**** DATA PROVIDED ****

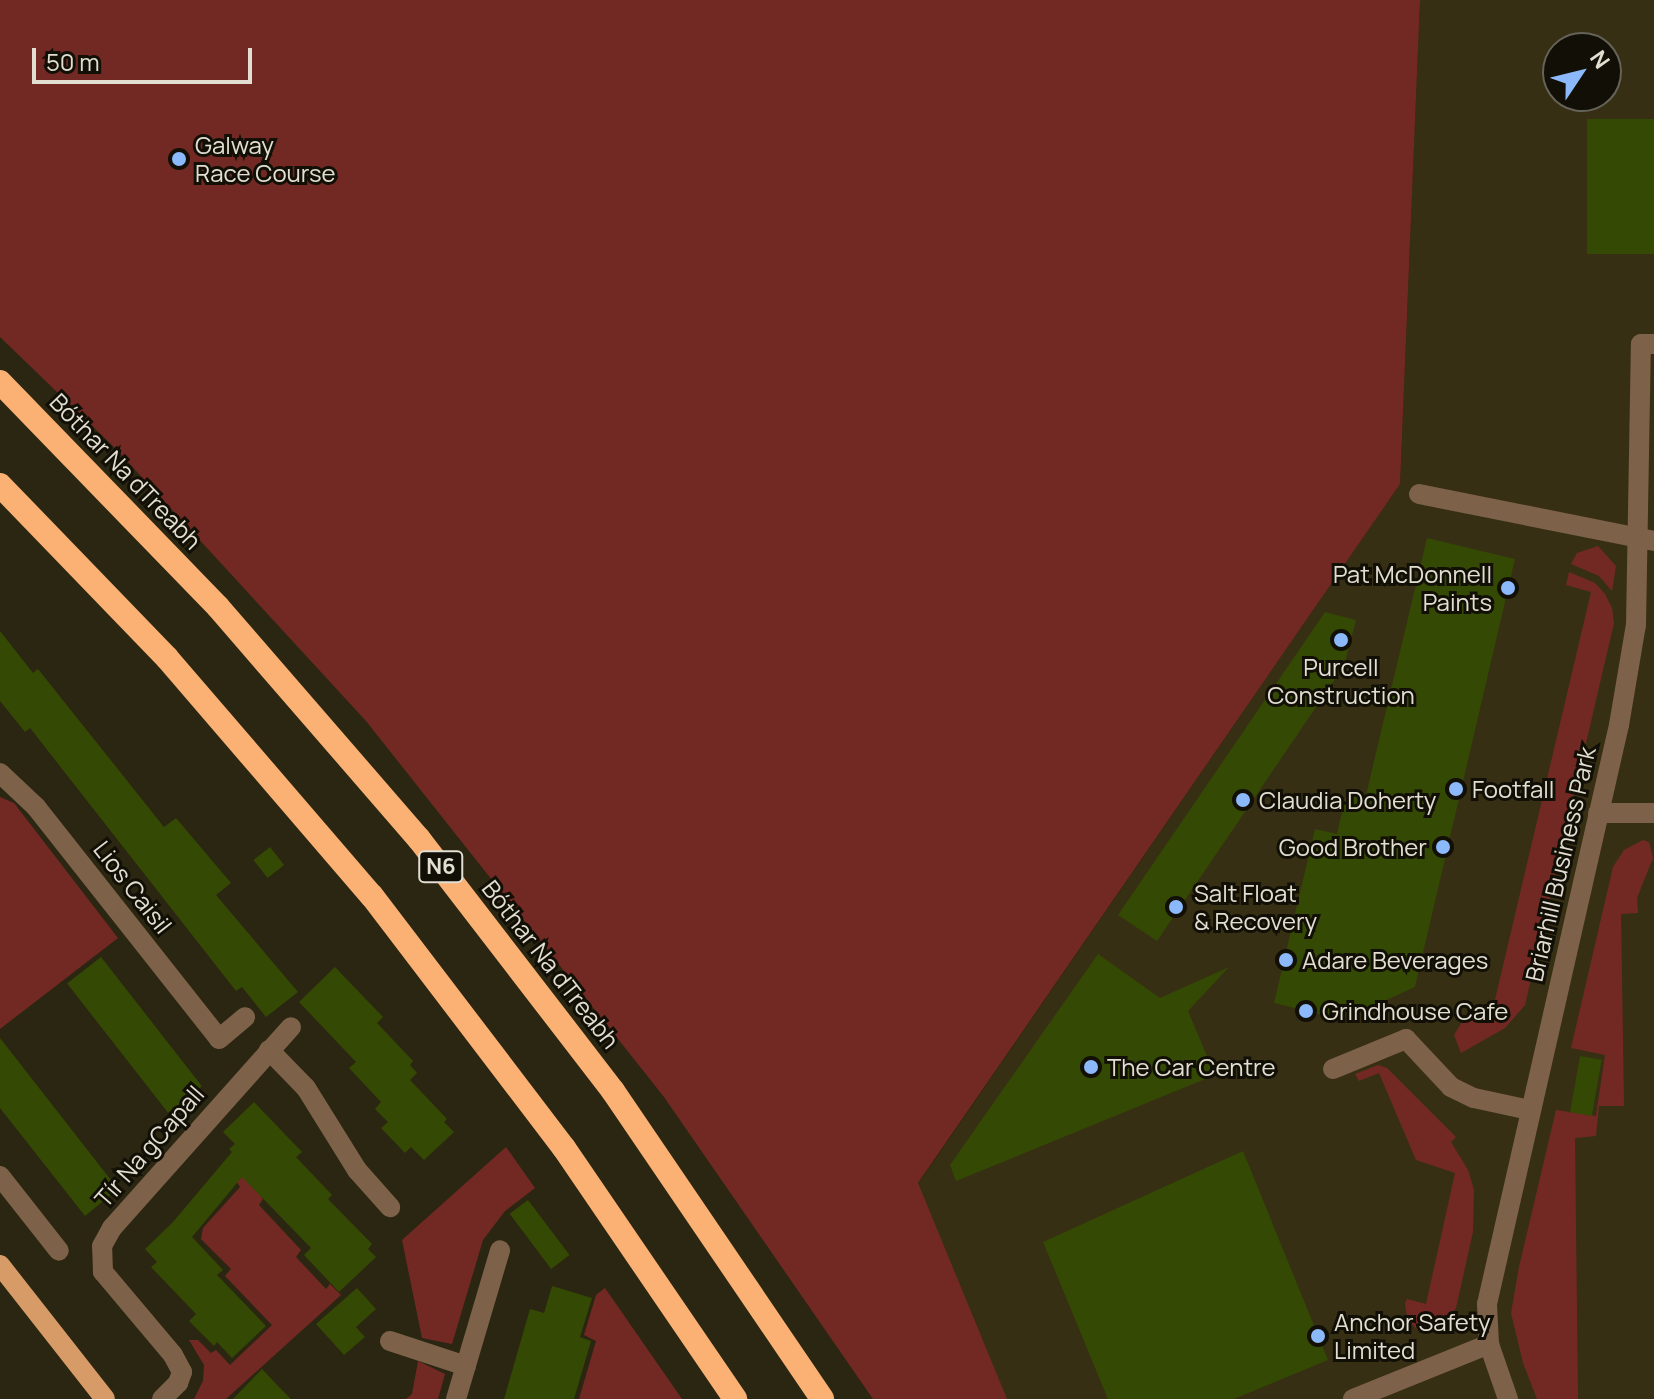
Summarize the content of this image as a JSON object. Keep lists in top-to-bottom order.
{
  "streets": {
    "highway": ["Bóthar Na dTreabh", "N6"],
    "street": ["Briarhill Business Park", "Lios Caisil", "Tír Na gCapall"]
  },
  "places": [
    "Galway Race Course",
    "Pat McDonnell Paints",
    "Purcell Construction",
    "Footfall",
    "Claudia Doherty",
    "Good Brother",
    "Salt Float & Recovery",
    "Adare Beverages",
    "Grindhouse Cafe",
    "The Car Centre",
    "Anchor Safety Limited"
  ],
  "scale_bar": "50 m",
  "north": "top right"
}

****
**** DATA PROVIDED ****

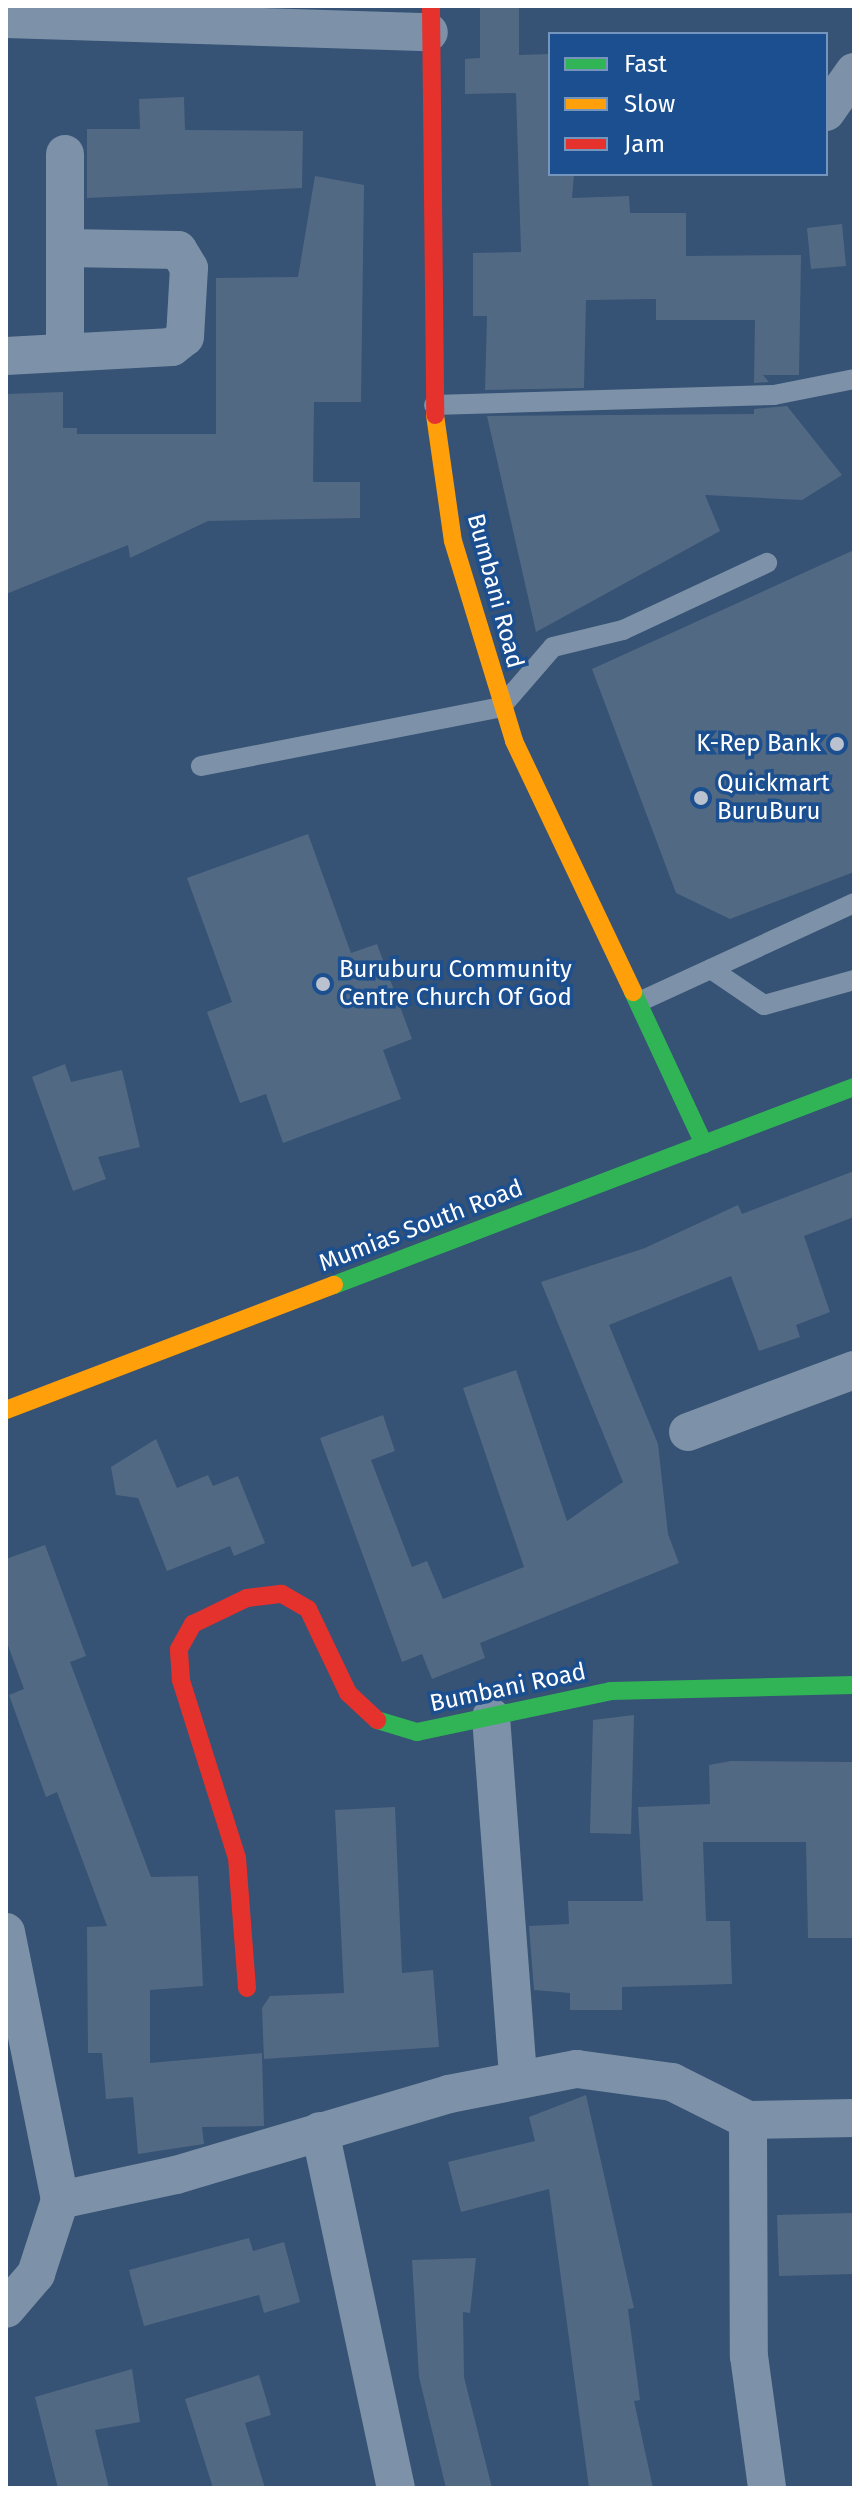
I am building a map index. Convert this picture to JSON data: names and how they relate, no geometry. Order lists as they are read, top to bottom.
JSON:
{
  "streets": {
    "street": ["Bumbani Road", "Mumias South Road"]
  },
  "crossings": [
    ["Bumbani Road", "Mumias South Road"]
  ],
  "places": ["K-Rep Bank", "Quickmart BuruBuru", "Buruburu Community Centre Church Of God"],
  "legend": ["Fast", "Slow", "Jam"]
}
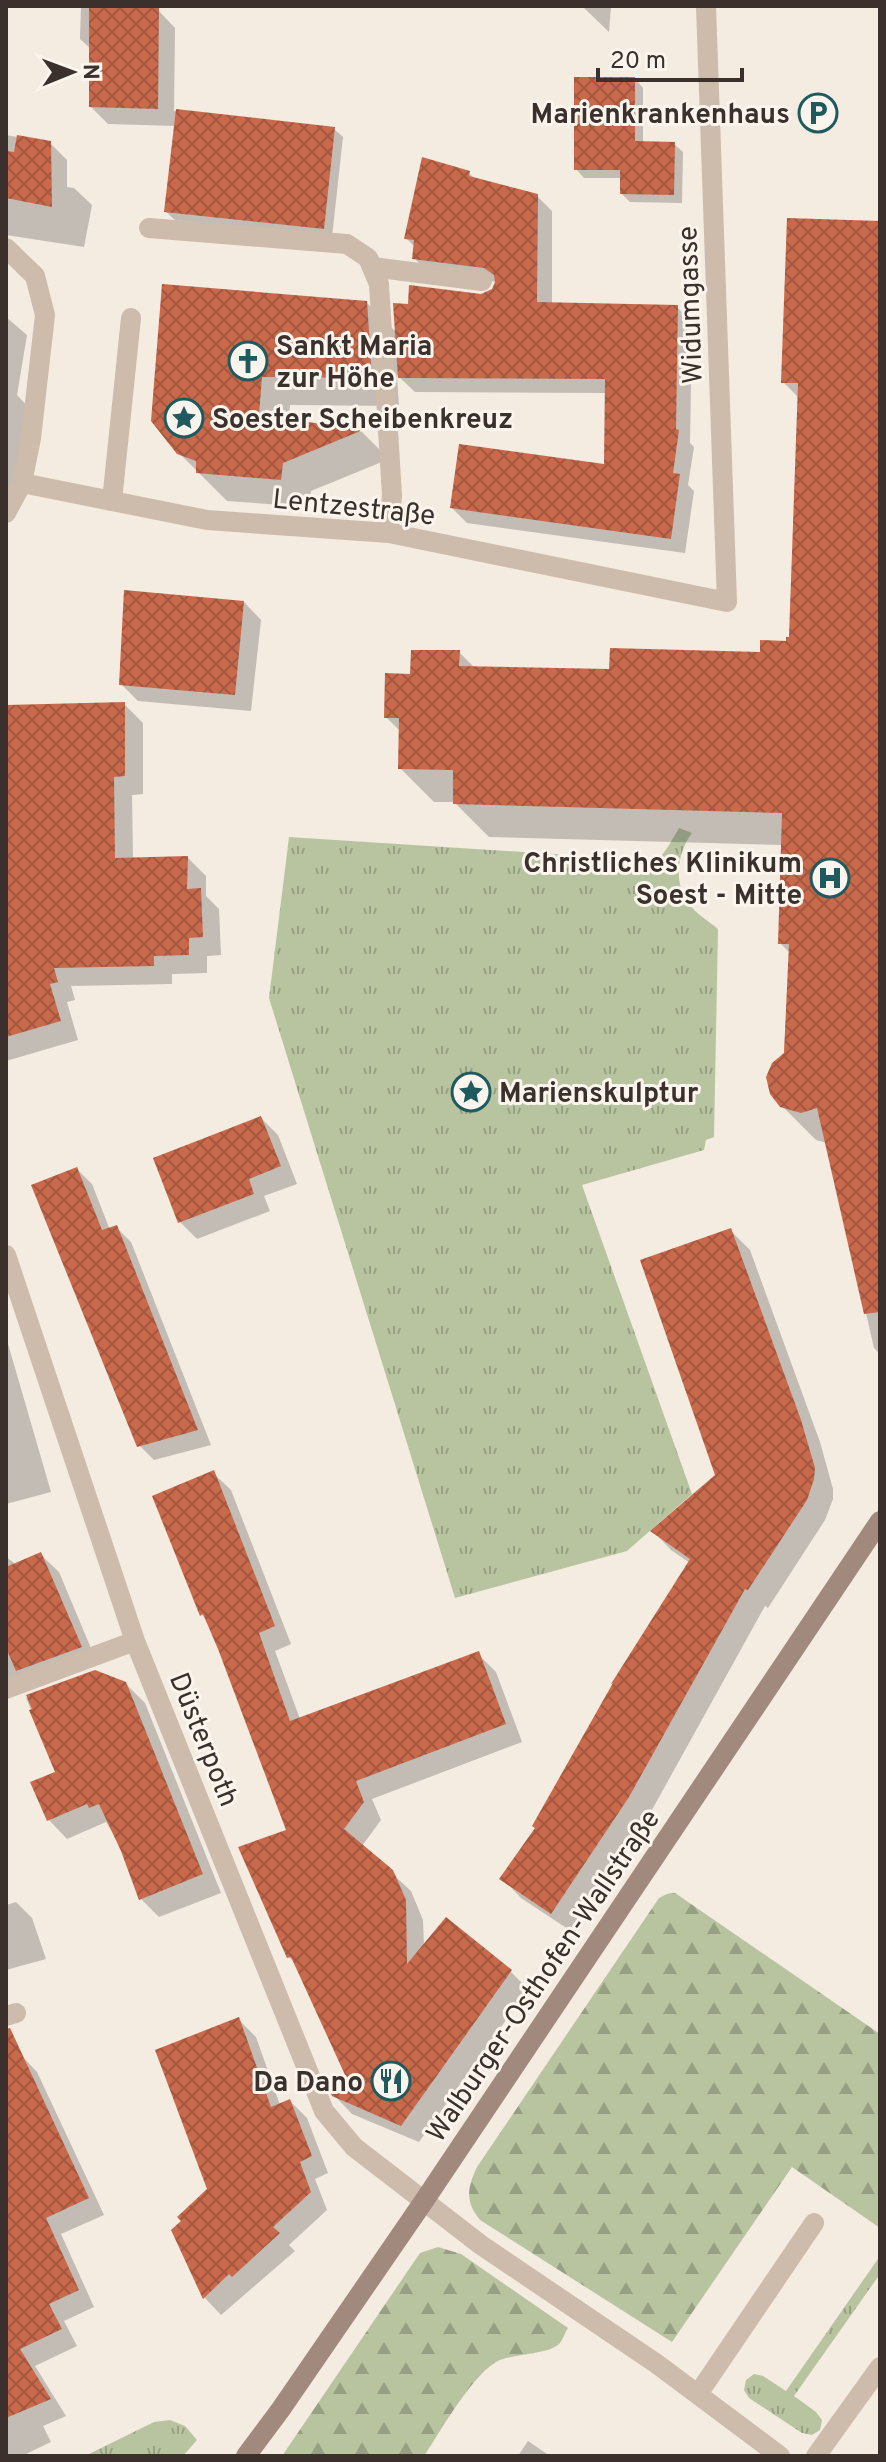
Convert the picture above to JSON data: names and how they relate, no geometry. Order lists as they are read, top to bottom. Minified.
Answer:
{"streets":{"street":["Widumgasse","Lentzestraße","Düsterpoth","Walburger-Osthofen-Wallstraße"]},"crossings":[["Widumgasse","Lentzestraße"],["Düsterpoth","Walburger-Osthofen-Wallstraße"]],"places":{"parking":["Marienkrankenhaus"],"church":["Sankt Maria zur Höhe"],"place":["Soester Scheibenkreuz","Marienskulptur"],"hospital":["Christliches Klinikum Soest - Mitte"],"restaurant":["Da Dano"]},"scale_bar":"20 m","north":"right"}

****

#### EXERCISE OBJECTIVE
Go to the line above that has "I am building" and copy exactly from there down to the line that has "Convert the picture", both included. Leave the pictures out.

#### SOLUTION FOR THIS PROBLEM
I am building a map index. Convert this picture to JSON data: names and how they relate, no geometry. Order lists as they are read, top to bottom.
JSON:
{
  "streets": {
    "street": ["Bumbani Road", "Mumias South Road"]
  },
  "crossings": [
    ["Bumbani Road", "Mumias South Road"]
  ],
  "places": ["K-Rep Bank", "Quickmart BuruBuru", "Buruburu Community Centre Church Of God"],
  "legend": ["Fast", "Slow", "Jam"]
}
Convert the picture above to JSON data: names and how they relate, no geometry. Order lists as they are read, top to bottom. Minified.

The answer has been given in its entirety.